Write out once more the lines running from the top of the entries below to the line with "Input: one rendered map. Extract", both ends included.

#### DATA SHOWN
• • • • • • •
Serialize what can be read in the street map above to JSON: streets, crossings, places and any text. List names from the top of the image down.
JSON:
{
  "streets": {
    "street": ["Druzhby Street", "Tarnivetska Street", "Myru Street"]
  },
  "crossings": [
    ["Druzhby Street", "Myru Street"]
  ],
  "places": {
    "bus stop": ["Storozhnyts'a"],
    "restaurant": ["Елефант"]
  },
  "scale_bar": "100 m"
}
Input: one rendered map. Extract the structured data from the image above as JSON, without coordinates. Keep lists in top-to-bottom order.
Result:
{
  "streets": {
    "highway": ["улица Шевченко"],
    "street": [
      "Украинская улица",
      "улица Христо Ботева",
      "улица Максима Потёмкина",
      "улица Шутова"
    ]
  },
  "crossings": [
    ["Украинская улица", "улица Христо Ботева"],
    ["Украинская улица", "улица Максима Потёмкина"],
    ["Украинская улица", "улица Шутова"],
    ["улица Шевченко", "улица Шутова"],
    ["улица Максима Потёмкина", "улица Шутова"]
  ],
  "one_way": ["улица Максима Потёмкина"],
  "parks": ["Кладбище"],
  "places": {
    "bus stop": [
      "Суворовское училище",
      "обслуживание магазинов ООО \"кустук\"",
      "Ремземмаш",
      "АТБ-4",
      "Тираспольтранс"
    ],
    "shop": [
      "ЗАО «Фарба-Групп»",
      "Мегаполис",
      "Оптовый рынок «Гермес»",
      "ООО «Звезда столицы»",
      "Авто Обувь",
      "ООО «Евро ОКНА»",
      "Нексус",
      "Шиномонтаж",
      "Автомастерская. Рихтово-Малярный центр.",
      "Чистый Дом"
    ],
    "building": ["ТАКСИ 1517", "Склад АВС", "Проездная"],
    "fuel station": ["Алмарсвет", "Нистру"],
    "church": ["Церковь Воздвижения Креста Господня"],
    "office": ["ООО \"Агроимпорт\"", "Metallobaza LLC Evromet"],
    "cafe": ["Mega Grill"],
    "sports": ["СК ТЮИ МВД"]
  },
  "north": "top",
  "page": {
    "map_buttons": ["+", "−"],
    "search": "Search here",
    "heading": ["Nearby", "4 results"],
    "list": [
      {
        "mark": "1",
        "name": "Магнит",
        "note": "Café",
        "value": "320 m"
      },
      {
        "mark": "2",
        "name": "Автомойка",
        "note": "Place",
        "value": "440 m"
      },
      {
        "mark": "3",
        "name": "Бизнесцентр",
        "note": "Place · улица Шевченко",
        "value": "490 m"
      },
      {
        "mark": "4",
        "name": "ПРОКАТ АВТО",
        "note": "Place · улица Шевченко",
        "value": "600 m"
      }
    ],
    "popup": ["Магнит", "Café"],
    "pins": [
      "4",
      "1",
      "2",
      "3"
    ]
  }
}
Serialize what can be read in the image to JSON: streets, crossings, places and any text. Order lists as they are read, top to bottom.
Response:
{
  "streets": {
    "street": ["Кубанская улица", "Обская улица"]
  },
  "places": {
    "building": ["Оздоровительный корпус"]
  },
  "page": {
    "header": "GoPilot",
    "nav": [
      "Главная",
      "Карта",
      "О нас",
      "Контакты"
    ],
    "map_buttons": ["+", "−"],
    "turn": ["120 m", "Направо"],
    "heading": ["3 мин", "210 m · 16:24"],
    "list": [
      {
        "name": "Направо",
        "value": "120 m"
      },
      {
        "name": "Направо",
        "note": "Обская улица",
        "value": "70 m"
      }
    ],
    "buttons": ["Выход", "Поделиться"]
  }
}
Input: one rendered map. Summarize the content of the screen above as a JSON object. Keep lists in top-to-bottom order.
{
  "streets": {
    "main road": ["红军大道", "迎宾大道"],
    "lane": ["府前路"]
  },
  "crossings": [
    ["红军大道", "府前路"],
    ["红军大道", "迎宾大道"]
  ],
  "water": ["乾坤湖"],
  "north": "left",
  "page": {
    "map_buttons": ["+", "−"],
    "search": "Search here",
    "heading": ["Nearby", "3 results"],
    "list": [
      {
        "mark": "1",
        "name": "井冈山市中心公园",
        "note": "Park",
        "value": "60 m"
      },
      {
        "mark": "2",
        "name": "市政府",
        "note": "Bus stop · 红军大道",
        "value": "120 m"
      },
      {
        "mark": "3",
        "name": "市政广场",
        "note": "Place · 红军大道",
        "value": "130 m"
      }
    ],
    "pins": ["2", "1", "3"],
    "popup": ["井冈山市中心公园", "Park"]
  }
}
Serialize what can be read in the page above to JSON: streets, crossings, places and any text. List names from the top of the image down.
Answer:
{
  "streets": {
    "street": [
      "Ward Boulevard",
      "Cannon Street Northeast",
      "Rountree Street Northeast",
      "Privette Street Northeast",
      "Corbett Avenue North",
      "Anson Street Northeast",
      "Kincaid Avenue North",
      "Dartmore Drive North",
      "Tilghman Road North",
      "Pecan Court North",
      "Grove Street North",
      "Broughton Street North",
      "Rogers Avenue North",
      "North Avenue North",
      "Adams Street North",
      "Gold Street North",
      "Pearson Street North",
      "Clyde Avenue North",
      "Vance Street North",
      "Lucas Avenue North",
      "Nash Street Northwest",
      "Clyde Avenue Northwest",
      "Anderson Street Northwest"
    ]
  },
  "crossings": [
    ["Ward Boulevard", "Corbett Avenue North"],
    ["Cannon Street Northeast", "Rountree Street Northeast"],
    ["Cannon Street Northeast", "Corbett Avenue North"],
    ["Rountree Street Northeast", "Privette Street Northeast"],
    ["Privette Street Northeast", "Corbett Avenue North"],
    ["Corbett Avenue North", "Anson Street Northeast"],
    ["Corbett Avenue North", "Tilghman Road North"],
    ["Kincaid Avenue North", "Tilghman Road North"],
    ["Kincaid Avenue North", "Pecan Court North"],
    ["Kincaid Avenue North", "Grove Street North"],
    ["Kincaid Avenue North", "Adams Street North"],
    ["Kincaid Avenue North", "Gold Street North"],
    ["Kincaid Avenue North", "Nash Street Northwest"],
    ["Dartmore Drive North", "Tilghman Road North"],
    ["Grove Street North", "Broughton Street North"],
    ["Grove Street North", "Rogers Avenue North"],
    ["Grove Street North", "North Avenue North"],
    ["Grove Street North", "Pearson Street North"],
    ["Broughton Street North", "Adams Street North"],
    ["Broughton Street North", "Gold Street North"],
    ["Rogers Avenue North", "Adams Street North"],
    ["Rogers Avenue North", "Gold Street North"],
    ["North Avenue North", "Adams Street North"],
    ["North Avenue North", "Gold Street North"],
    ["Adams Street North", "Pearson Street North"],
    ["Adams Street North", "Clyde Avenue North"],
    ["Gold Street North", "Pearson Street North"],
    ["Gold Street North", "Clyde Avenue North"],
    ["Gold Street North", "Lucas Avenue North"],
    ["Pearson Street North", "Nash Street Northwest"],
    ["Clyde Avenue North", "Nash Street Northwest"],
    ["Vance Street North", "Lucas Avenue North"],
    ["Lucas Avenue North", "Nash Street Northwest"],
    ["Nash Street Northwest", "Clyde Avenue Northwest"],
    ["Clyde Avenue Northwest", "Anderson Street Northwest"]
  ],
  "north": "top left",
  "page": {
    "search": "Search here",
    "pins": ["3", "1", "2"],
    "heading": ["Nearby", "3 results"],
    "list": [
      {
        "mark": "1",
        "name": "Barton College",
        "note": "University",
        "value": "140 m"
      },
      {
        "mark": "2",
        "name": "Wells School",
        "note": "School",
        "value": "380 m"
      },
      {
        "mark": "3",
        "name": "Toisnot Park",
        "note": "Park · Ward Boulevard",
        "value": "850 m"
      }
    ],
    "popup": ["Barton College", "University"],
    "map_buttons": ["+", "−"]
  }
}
• • • • • • •
#### WRITTEN ANSWER
Serialize what can be read in the street map above to JSON: streets, crossings, places and any text. List names from the top of the image down.
JSON:
{
  "streets": {
    "street": ["Druzhby Street", "Tarnivetska Street", "Myru Street"]
  },
  "crossings": [
    ["Druzhby Street", "Myru Street"]
  ],
  "places": {
    "bus stop": ["Storozhnyts'a"],
    "restaurant": ["Елефант"]
  },
  "scale_bar": "100 m"
}
Input: one rendered map. Extract the structured data from the image above as JSON, without coordinates. Keep lists in top-to-bottom order.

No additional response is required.